There are potentially multiple optimal solutions; by hand the first solution to the example I came up with was:
$$
x = \left[ \begin{array}{cccccccccc}
0 & 1 & 0 & 1 & 1 & 0 & 0 & 1 & 1 & 1 \\
1 & 0 & 1 & 0 & 0 & 0 & 0 & 0 & 0 & 0 \\
0 & 0 & 0 & 0 & 1 & 0 & 0 & 0 & 0 & 0 \\
0 & 0 & 0 & 0 & 0 & 0 & 1 & 0 & 0 & 0 \\
\end{array}
\right]
$$
which means Alice pays exactly \$5 and \$20, Bob pays exactly \$1, \$5 and \$5, and Carl overpays \$10 and \$20 and then removes a \$5 from the table.
I also used the Mixed Integer Linear Program module of the Sage Math system which has the ability to use different solver backends (GLPK, COIN, CPLEX, or Gurobi). The first solution it gave was
$$
x = \left[ \begin{array}{cccccccccc}
0 & 1 & 0 & 1 & 0 & 1 & 0 & 1 & 1 & 1 \\
1 & 0 & 1 & 0 & 0 & 0 & 0 & 0 & 0 & 0 \\
0 & 0 & 0 & 0 & 1 & 0 & 0 & 0 & 0 & 0 \\
0 & 0 & 0 & 0 & 0 & 0 & 0 & 1 & 0 & 0 \\
\end{array}
\right]
$$
which is almost the same except that Carl took the "other" $5 that Bob put on the table.

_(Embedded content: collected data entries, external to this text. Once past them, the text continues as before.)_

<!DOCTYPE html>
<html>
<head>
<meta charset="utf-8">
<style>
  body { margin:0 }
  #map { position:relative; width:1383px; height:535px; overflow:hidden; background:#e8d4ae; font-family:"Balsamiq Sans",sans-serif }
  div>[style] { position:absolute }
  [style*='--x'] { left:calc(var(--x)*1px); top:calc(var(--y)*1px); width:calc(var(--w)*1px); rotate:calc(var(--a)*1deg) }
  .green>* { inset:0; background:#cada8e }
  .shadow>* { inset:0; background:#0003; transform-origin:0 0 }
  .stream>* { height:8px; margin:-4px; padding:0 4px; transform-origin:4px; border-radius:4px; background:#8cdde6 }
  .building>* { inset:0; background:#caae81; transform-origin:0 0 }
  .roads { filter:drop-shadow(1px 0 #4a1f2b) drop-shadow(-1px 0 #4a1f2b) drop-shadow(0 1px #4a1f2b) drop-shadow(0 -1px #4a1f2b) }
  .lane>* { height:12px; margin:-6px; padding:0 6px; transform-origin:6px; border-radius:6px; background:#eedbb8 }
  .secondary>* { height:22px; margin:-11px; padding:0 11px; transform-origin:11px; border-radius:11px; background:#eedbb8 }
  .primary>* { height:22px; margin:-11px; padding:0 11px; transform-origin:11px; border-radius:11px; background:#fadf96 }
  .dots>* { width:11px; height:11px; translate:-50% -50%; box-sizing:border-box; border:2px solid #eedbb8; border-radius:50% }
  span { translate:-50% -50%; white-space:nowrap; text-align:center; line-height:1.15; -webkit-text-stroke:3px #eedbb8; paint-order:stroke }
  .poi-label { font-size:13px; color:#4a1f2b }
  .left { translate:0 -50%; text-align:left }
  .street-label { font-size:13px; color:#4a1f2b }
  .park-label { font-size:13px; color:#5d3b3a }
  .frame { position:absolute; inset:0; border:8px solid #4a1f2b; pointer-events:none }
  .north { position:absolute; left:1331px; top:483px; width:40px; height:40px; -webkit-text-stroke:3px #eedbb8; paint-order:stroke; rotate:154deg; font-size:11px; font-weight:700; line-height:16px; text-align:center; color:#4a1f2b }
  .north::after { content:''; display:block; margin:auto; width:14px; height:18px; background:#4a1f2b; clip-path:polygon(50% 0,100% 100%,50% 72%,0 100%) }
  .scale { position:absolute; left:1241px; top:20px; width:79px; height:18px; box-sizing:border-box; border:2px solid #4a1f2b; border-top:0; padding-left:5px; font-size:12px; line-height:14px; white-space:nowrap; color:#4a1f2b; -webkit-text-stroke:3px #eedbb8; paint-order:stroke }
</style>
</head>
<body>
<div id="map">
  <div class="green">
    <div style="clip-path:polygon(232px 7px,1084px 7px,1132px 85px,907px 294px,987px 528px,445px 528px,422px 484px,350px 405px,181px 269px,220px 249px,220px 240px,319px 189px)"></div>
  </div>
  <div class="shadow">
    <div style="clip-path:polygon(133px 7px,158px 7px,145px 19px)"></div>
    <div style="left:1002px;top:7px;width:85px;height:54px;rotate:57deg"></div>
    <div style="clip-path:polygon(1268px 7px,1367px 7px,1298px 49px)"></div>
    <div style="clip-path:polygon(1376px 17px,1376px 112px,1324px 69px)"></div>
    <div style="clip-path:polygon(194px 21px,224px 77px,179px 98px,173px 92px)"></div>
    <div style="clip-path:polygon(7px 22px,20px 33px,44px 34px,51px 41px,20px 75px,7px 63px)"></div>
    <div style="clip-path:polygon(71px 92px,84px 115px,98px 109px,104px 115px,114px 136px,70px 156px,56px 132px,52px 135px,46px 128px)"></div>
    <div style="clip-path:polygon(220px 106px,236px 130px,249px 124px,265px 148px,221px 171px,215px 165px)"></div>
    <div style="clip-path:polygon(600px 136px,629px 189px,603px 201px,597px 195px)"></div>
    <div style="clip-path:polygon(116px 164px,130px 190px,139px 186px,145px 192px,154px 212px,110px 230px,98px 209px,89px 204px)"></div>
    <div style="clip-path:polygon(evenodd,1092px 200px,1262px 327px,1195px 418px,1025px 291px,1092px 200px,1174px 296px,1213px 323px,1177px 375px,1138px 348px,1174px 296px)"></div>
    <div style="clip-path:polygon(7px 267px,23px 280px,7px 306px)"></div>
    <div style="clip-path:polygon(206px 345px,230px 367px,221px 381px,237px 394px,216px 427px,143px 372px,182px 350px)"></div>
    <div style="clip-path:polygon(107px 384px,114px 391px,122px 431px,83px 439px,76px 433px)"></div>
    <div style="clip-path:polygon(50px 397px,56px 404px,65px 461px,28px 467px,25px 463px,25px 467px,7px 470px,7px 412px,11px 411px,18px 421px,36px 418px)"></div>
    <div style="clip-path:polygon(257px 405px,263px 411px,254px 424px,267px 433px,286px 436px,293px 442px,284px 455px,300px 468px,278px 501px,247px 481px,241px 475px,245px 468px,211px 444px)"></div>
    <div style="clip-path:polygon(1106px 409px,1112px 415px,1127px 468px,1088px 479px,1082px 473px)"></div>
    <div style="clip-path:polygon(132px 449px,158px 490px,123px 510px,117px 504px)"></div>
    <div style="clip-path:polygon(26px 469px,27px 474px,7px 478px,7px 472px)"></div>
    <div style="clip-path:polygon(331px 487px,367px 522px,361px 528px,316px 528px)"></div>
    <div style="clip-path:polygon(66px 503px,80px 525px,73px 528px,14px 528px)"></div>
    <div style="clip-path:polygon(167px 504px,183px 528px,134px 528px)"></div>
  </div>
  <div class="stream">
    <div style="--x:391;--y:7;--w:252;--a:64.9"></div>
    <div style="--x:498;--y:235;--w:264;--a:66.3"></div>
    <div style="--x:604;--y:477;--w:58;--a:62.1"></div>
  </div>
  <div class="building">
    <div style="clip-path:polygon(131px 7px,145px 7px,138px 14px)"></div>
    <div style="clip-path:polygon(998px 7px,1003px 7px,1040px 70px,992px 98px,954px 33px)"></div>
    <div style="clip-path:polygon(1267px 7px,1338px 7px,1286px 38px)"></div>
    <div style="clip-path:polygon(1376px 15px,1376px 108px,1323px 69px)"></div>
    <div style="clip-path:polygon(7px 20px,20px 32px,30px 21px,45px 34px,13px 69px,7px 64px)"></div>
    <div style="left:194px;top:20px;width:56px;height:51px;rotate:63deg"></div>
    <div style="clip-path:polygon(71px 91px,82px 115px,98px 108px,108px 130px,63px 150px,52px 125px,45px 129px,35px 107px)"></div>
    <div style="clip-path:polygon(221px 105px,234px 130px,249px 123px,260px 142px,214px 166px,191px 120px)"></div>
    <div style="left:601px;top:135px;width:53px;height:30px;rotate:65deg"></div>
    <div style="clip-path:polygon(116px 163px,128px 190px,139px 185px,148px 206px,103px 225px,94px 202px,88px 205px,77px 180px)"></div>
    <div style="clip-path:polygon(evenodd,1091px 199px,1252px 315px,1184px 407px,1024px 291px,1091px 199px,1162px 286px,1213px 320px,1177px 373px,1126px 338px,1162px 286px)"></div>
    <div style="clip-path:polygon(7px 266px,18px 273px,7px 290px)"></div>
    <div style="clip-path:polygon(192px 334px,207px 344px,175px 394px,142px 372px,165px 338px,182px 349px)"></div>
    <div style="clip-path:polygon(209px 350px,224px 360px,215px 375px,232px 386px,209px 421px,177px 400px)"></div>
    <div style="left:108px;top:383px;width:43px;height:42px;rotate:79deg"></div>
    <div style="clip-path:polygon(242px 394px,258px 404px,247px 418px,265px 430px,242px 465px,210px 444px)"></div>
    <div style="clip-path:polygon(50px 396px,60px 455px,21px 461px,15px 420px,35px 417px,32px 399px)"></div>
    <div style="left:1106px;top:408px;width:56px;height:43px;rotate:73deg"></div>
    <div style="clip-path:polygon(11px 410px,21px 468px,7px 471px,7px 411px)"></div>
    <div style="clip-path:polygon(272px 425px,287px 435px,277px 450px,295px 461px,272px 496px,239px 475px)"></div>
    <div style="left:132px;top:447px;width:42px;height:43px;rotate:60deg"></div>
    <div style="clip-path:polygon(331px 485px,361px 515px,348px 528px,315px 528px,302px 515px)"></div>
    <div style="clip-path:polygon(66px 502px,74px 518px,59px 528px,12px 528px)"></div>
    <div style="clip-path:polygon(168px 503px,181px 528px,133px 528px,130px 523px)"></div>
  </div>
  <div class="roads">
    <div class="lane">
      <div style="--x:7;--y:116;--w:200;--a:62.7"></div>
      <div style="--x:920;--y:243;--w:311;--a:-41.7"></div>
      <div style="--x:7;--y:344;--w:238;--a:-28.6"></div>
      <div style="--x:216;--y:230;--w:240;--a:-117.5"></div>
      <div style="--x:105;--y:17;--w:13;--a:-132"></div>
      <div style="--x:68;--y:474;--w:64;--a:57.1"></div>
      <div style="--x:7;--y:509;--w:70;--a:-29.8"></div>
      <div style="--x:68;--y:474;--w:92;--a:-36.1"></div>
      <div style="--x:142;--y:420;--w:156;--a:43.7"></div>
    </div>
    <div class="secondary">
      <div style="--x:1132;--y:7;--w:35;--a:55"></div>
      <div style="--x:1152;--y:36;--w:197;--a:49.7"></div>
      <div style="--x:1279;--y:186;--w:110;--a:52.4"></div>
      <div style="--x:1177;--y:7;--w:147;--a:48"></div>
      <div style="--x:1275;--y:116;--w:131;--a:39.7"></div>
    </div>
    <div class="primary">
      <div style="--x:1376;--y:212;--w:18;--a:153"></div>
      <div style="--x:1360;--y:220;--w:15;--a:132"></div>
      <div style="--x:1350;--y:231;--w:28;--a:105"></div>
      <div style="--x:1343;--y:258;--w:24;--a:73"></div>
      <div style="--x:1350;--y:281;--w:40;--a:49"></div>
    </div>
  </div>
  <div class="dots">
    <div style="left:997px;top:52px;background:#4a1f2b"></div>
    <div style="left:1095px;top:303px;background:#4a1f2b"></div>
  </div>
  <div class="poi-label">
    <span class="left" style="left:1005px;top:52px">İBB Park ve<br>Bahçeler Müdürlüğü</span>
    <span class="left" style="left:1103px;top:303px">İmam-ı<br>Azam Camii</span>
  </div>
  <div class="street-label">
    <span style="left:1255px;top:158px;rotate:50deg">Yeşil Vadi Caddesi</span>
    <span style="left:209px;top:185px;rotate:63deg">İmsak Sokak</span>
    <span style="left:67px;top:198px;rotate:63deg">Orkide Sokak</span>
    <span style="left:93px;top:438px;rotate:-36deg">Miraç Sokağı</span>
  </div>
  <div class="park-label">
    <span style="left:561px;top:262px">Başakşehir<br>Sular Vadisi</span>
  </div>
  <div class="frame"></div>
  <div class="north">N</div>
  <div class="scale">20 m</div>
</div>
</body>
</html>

Formulating the problem in this way satisfies all the properties you list (you can extrapolate which bills end up where from $C$ and the solution matrix $x$). The exception is perhaps #4 which was discussed in the comments of the question. It is not clear to me what you would like to do in the situation that there is no feasible solution to the set of linear equations:
Identify a subset of people that can pay the reduced total? Or perhaps a subset of people which could still pay the entire bill, i.e. they pay for their friend.
Your final statement makes it seem like you are interested in the case that the denominations of the bills are fixed, this doesn't change the problem however.
In any case, there is also an $O(1)$ solution in which every person pays with a credit card.